Healthcare.gov manages a government data warehouse that stores millions of personal records. Currently, this system, known as MIDAS, has a retention period of “indefinite.” According to an article by the Associated Press, this is raising serious concerns given the type of information residing in the data warehouse – information that could be used for identity theft, insurance fraud and falsified tax claims.
This year, the White House appointed its first Chief Data Scientist, DJ Patel; one of his initial posts will be to work on the Administration’s Precision Medicine Initiative. More than one million Americans will be asked to volunteer to contribute their health data. Predictive models will use individuals’ conditions and genetic makeup to determine better, more precise, personalized treatments. If individuals are asked to volunteer their data, they should also have a say on how long their data is kept in these research data stores – or at least have some assurances that specific data fields are de-identified when used in analytics.
Clearly there are two sides to the argument for keeping data indefinitely. It ultimately comes down to the type of data retained, the purpose or use case for retaining it and the risk of exposure should the data be breached.
As the number of data sources and volumes increase, keeping track of data you have becomes an extremely difficult task – especially as data moves to and from the cloud without requiring help from IT or watchful eye of your security teams. In a recent research report conducted by The Ponemon Institute on behalf of Informatica, more than 50 percent of respondents stated that the top thing that keeps security practitioners up at night is “not knowing where sensitive and confidential data is.” It makes the difficult impossible if you can’t protect something that you don’t know where it is.
Best practices incorporate a compromise that follows a similar philosophy as Information Lifecycle Management. At the foundation is a governance process that incorporates a data classification discipline. Once you know what data is considered sensitive or confidential and where it resides, you can make precise investments in data security technologies that are justified. As data ages, it may make sense to implement data de-identification, or data masking, in analytics environments to mitigate or even eliminate risk.
While there is a desire to retain data for potential future use as systems age, another option making the rounds and gaining popularity again is the use of archiving technology. By moving sensitive and regulated data to a common, centralized, highly compressed and secure data store, you reduce the potential risk while incorporating fine-grained attribute-based access controls.

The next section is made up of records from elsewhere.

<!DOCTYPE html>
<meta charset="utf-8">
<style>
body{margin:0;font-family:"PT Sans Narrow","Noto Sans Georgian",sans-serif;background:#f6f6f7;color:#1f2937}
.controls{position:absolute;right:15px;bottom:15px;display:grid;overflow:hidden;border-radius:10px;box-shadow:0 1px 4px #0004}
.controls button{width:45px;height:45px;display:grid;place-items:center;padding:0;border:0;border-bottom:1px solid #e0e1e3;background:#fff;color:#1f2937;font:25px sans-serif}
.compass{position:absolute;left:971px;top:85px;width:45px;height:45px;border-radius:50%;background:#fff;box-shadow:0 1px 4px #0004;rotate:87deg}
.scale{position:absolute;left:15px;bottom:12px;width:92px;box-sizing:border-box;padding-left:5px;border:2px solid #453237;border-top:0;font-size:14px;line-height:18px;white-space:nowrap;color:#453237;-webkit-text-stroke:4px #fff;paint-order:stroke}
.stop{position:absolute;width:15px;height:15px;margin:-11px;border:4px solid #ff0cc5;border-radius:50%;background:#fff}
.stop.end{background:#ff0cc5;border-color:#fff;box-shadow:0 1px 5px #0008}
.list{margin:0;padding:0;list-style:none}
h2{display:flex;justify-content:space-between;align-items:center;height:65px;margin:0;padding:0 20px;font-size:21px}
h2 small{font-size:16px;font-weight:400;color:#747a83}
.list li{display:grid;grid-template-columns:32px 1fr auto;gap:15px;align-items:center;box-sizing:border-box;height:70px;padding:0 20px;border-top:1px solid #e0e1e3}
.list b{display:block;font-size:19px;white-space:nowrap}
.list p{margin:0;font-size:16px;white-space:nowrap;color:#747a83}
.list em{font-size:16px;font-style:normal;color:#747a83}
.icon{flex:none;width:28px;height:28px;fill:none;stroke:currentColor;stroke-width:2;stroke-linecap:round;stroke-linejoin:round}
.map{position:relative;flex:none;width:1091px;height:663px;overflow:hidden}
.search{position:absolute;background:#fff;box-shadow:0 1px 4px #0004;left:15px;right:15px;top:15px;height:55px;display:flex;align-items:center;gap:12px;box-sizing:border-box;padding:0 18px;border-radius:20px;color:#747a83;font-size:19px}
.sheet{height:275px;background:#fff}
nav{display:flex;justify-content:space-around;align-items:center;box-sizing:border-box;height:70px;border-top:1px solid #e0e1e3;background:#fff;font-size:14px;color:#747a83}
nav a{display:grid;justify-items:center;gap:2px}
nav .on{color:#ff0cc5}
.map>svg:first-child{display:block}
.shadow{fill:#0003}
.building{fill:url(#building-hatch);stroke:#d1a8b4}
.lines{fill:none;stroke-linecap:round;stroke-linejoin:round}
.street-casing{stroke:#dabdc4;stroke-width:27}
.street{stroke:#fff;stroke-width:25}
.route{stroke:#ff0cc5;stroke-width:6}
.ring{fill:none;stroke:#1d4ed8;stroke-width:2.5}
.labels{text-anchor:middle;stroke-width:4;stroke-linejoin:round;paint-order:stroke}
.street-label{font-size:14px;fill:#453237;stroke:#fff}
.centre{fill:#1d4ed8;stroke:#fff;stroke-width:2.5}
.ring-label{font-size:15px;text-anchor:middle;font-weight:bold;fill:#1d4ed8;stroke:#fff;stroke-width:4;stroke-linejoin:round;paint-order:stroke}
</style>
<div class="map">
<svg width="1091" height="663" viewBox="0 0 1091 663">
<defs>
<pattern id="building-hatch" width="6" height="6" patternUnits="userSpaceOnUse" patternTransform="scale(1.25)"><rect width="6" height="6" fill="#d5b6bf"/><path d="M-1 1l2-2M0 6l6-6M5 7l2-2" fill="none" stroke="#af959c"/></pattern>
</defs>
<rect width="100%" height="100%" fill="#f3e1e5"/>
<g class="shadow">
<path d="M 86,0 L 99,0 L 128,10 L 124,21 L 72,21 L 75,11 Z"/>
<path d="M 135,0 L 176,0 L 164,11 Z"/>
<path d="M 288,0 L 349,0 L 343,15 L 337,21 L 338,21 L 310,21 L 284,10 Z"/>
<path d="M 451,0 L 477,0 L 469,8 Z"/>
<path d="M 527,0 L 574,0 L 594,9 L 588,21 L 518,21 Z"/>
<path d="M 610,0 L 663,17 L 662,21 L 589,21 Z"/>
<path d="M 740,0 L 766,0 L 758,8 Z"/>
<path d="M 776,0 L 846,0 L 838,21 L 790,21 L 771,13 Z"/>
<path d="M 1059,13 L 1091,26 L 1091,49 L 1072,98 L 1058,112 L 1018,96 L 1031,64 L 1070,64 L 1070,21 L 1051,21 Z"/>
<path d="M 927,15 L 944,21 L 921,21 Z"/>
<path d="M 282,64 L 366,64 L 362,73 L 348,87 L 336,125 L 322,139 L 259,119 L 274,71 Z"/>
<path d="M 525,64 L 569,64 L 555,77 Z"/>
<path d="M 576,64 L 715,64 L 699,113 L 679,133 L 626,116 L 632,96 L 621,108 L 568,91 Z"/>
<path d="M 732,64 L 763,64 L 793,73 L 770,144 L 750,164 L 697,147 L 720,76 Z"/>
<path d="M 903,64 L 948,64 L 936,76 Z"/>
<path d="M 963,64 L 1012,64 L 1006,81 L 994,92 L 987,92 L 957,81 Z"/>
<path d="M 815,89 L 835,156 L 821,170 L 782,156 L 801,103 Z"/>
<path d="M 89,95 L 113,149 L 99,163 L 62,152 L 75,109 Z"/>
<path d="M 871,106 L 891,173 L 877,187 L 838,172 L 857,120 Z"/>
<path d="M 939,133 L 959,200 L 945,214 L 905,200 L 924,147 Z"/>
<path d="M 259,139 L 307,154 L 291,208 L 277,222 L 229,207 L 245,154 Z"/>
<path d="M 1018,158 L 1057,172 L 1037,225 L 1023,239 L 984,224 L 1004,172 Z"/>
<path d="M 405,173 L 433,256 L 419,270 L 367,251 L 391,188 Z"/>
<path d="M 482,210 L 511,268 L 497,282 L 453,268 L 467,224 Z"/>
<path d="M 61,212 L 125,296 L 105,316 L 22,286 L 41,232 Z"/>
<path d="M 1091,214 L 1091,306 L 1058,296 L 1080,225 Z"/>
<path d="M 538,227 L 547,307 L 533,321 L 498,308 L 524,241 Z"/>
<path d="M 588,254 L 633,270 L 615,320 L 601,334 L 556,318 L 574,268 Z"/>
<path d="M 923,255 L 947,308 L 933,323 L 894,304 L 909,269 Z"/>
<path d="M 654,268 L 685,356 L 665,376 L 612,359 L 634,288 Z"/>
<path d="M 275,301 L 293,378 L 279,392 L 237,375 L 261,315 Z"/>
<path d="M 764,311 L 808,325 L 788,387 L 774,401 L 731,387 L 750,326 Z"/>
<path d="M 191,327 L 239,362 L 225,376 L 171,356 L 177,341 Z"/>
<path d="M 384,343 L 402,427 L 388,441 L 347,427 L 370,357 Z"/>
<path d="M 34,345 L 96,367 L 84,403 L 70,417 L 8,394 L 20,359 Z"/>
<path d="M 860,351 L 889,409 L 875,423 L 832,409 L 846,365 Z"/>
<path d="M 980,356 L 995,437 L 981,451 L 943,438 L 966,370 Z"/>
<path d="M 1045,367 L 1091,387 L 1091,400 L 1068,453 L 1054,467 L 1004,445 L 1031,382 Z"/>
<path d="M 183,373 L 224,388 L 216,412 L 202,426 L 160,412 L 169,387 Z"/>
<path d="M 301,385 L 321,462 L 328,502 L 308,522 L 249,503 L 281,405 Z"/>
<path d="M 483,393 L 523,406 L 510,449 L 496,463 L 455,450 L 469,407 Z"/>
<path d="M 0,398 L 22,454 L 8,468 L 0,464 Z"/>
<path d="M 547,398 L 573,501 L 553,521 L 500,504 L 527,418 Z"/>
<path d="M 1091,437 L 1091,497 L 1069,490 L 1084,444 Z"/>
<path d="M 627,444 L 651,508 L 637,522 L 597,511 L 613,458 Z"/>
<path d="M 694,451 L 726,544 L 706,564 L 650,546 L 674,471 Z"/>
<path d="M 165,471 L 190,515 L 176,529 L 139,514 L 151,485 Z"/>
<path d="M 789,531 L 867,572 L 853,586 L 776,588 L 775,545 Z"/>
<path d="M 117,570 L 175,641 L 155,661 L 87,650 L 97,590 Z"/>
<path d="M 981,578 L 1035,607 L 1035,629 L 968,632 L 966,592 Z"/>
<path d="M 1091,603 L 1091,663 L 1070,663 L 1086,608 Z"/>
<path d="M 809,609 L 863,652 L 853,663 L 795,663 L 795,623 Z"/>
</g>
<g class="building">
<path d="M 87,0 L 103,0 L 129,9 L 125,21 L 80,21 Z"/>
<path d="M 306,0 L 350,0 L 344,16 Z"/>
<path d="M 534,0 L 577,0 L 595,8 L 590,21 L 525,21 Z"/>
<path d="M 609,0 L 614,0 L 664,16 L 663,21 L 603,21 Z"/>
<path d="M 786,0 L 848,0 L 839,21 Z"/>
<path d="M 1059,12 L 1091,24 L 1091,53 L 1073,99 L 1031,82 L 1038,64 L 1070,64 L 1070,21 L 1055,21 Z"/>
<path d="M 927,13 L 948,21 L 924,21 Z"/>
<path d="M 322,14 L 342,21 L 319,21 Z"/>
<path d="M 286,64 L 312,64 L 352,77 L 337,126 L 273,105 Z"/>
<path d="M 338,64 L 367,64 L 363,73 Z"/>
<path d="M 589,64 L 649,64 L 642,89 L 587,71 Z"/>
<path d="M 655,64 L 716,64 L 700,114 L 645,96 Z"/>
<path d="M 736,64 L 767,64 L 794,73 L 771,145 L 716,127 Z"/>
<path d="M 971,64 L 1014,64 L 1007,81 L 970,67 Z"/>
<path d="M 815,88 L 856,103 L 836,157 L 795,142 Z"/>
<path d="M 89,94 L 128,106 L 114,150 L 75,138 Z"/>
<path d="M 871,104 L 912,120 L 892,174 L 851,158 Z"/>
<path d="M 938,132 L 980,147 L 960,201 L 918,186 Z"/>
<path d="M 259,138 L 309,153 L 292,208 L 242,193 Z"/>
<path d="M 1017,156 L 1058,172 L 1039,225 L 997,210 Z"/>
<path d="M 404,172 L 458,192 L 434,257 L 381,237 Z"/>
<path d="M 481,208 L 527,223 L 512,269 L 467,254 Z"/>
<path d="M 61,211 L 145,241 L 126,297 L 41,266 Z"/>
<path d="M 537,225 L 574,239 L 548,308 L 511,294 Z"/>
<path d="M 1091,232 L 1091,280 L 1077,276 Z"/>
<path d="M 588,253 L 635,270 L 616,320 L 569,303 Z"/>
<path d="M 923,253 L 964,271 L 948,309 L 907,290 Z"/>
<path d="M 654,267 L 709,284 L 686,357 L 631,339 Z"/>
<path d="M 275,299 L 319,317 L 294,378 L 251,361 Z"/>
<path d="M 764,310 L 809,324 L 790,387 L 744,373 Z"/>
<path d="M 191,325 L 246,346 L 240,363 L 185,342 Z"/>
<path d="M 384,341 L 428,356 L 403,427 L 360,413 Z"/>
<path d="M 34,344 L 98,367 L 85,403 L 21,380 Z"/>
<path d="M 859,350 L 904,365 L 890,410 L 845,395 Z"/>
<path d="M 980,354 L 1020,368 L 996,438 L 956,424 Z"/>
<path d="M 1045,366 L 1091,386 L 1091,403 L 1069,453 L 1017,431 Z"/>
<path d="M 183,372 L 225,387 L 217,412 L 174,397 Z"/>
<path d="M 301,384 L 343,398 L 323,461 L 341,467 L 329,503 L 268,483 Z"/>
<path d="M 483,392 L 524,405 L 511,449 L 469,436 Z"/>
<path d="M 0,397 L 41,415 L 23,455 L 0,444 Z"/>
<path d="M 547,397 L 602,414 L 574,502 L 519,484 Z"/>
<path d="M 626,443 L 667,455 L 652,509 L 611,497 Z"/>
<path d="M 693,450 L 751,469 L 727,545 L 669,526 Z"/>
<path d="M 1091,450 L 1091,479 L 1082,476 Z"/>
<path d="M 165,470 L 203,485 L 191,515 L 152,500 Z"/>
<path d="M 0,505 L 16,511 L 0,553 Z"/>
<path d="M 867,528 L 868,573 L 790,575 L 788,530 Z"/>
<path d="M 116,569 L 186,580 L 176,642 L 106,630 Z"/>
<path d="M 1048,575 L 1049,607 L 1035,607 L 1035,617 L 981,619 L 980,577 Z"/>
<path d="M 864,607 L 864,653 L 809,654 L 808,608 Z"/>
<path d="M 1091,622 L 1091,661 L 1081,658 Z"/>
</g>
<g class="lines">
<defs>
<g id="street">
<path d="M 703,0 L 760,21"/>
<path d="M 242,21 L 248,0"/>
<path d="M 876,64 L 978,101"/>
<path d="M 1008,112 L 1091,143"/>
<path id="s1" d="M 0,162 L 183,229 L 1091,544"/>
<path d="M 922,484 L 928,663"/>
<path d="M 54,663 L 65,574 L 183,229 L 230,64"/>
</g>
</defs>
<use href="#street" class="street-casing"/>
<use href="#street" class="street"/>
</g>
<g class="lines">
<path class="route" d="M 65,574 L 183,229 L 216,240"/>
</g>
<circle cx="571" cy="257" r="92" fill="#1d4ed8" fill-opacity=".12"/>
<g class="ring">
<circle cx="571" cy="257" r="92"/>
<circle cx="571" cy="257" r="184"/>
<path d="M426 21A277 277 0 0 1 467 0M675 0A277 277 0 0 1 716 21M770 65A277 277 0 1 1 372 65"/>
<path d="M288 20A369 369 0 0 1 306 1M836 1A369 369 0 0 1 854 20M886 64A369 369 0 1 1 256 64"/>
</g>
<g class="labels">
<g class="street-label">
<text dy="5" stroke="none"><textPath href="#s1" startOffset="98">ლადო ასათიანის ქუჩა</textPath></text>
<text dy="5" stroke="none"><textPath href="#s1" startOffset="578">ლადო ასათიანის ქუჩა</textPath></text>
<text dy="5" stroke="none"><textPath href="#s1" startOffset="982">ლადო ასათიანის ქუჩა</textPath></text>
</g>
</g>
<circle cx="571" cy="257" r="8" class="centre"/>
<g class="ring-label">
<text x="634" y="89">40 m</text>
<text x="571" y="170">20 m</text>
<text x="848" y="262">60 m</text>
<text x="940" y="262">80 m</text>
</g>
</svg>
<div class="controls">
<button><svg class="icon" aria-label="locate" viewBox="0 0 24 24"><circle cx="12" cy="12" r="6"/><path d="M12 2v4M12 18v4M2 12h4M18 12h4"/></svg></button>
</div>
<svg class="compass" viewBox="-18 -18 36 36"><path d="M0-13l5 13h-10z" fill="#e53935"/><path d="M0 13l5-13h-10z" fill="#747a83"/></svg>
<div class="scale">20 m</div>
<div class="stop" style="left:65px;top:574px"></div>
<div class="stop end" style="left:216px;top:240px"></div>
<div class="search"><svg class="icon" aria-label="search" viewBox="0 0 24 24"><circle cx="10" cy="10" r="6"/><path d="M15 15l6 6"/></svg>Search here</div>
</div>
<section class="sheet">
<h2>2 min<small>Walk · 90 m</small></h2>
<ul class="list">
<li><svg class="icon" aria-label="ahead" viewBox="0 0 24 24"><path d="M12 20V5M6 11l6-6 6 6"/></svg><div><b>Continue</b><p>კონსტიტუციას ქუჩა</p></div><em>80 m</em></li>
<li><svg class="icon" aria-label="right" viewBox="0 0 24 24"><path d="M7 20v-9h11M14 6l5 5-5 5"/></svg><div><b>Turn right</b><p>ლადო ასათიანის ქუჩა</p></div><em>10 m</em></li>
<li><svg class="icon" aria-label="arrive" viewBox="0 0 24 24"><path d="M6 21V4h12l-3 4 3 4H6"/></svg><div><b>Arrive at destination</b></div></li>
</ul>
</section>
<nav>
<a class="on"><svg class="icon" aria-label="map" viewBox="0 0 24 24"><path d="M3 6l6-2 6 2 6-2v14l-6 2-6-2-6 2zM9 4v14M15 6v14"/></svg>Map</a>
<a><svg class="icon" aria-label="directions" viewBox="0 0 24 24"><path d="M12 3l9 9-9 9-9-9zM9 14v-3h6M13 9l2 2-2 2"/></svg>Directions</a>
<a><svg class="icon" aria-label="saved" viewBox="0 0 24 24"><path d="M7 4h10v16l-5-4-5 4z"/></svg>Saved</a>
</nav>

I think we can all agree that data volumes will continue to grow and the unique number of sources will likely increase. Looking back at how we stored information 10 years ago should give you an idea of how much we should expect things to change in the next 10 years. Incorporating data classification and retention management into enterprise data architectures, and resurrecting the good old days of ILM, will certainly improve our ability to make compromises in the future that yield the best mix of advantages and reduced risk. Maybe this time around, we can make ILM seamless or invisible so that it just becomes part of the data-management platform.
While the IRS might be right that seven years is sufficient for keeping tax data, with the direction we are going with the volumes of data increasing exponentially and the cost to store and keep that data safe, IT might just need a 70-year rule for keeping enterprise data!